Published 05/26/2015, 08:33 AM
Updated 07/09/2023, 06:31 AM

The WTI crude market continues to remain tethered to the 60 dollar price level trading slightly lower throughout the holiday session and into the US morning markets. The Memorial Day holiday was uneventful from a market perspective as participation was very limited, as expected. Today's session does feature a glut of market data that could have significant impact on price discovery across the commodity spectrum. Durable goods and housing data should speak to the demand factor as continued optimism needs to be verified by economic data.


The 60 dollar price magnet of late has led to many US producers ramping their production back up according to Goldman Sachs. As shale production comes back online due to better pricing and modified production cost structures, we could find that renewed focus on supplies may once again drive the price discovery. As the decline in price forced many shale producers to reduce their online rigs, Fridays Baker Hughes (NYSE:BHI) rig count data showed only one new rig going offline. This slowing trend appears to be the precursor to a fundamental shift that could bring more of the significant US sidelined rigs back into the fray.


In other supply side news, it seems that the China National Petroleum Corp (CNPC) has made a major discovery of a new, untapped source of crude that could, once developed, change the landscape of Chinese import/export ratios. With China being the largest energy importer globally, any change in her foreign dependence could have an impact on demand side price discovery, though this fundamental factor most certainly won’t be felt in the market until further out in the future.

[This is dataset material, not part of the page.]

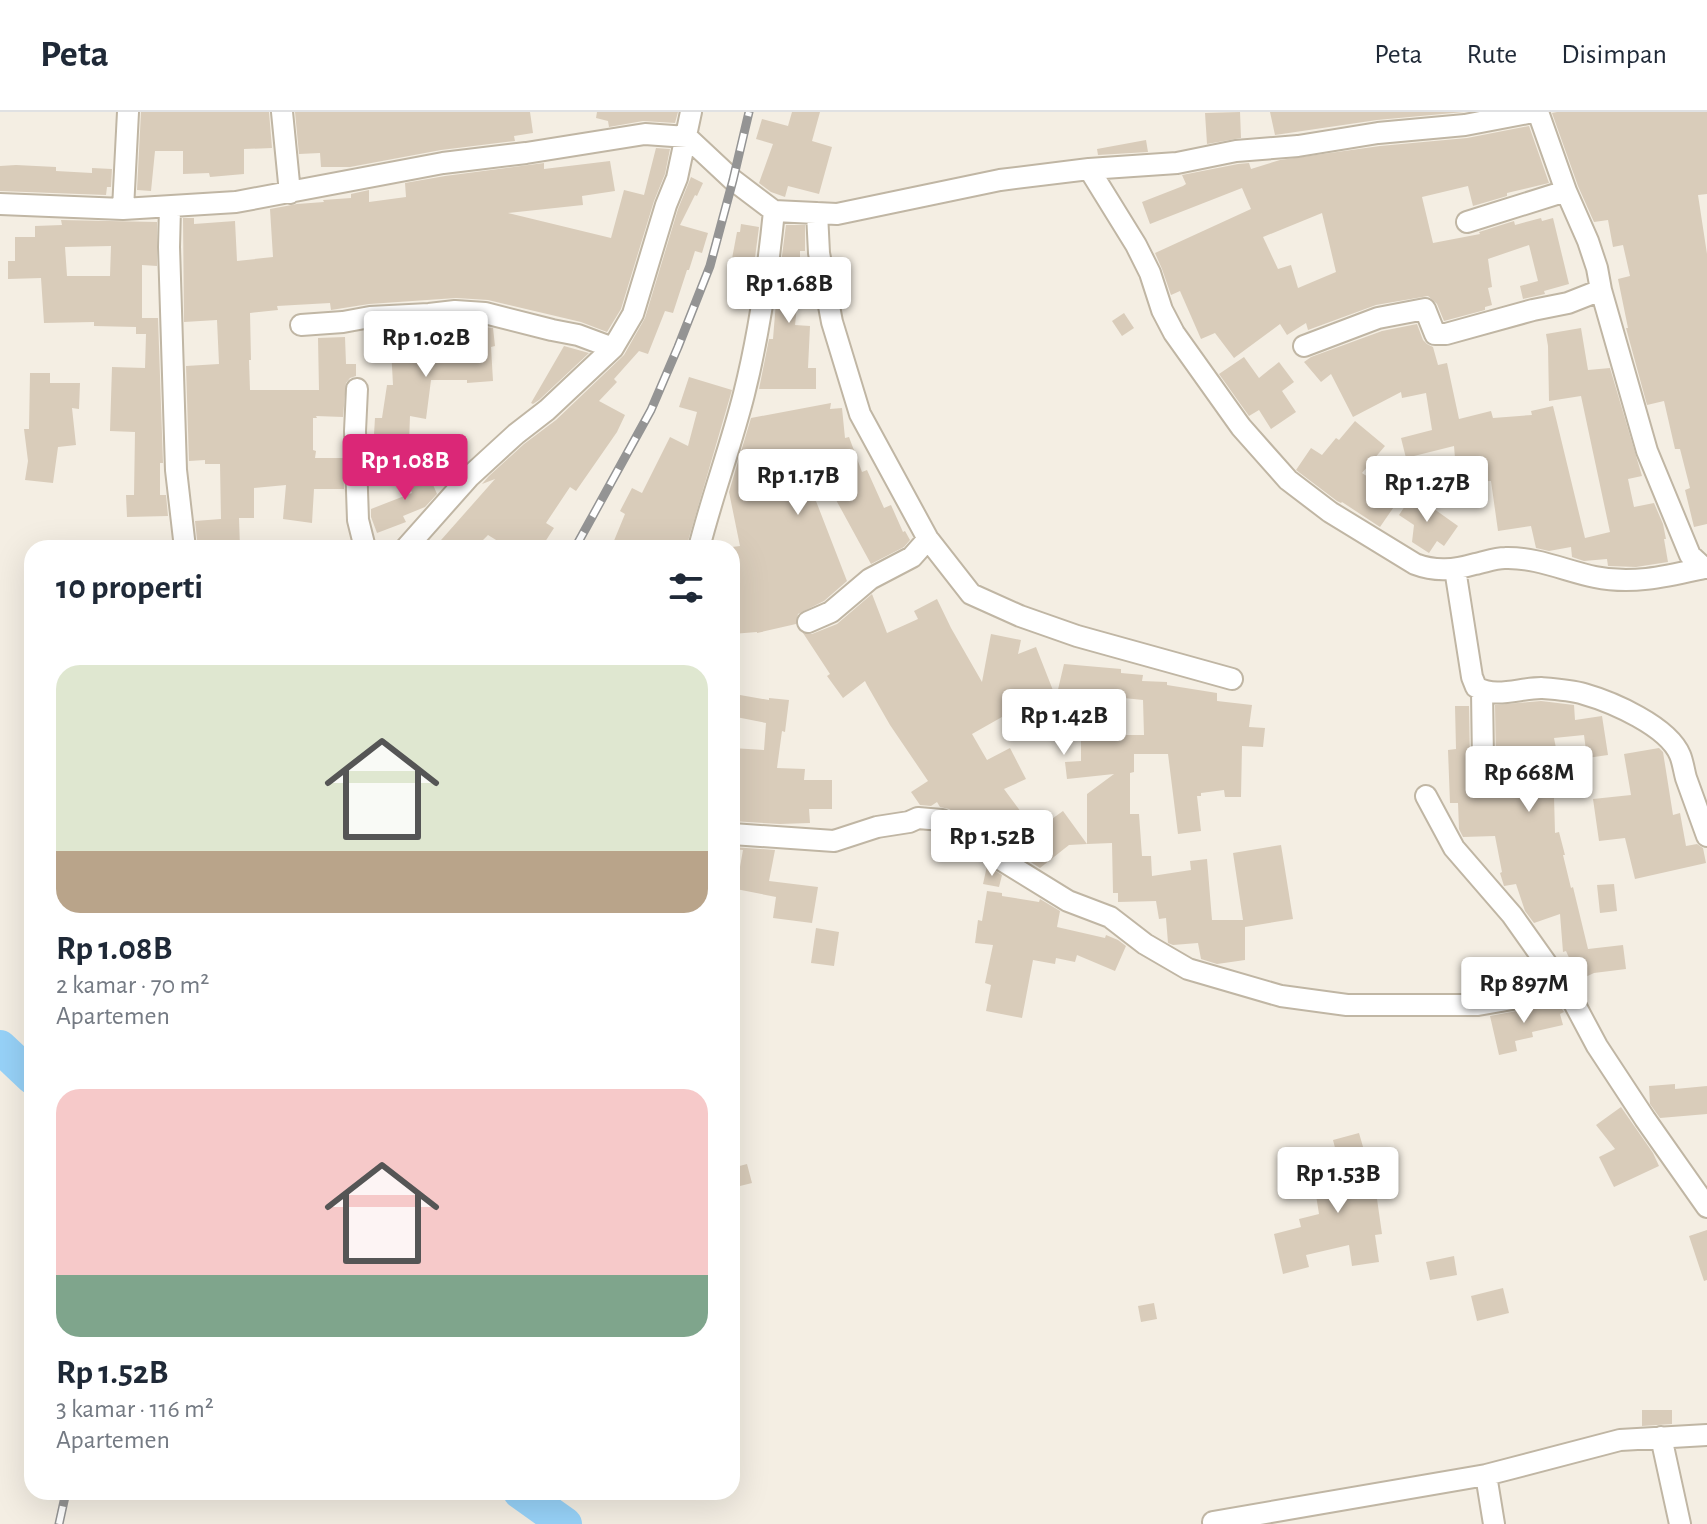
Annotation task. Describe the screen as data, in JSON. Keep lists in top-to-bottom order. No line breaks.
{"page":{"header":"Peta","nav":["Peta","Rute","Disimpan"],"price":["Rp 1.68B","Rp 1.02B","Rp 1.08B","Rp 1.17B","Rp 1.27B","Rp 1.42B","Rp 668M","Rp 1.52B","Rp 897M","Rp 1.53B"],"heading":"10 properti","list":[{"name":"Rp 1.08B","note":"2 kamar · 70 m² · Apartemen"},{"name":"Rp 1.52B","note":"3 kamar · 116 m² · Apartemen"}]}}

Traders are looking for a litany of different information to gauge when and where the price discovery will move next. As with any market, the coiling tighter pricing begs for a break out in one direction or another. Analysis of fundamental developments is the most important factor, though when the fundamentals become stagnate, many traders will start to look to relationships across commodity sectors for possible indications of future market direction. These inter-commodity relationships can be tentative at best, warranting a warning in getting to fixated to the tick for tick nature. Consider how fickle the relationship between the US dollar and crude oil pricing can be. Currently we are seeing, due to lack of individual and new fundamentals, an inverse correlation drive pricing (when the dollar rises the crude sells off). While this can be helpful in the moment, it is difficult to divine any real market direction based on this fleeting phenomenon.


Natural gas has somewhat unexpectedly declined over the long weekend, seemingly in a reaction of the past several weeks attempts at a significant rally. With the market currently trading in the mid 2.80s, it would seem likely that further follow through to the upside could be had following today’s option expiration and rollover to the July contract. Natural gas tends to march to its own fundamental beat as weather and seasonal influences play a much larger role in its pricing and can, therefore, rend itself almost completely form the direction of the energy complex as a whole. Midterm pricing should, following this test to the downside, find new life to the upside once the natural pressure of expiration is in the rear view mirror.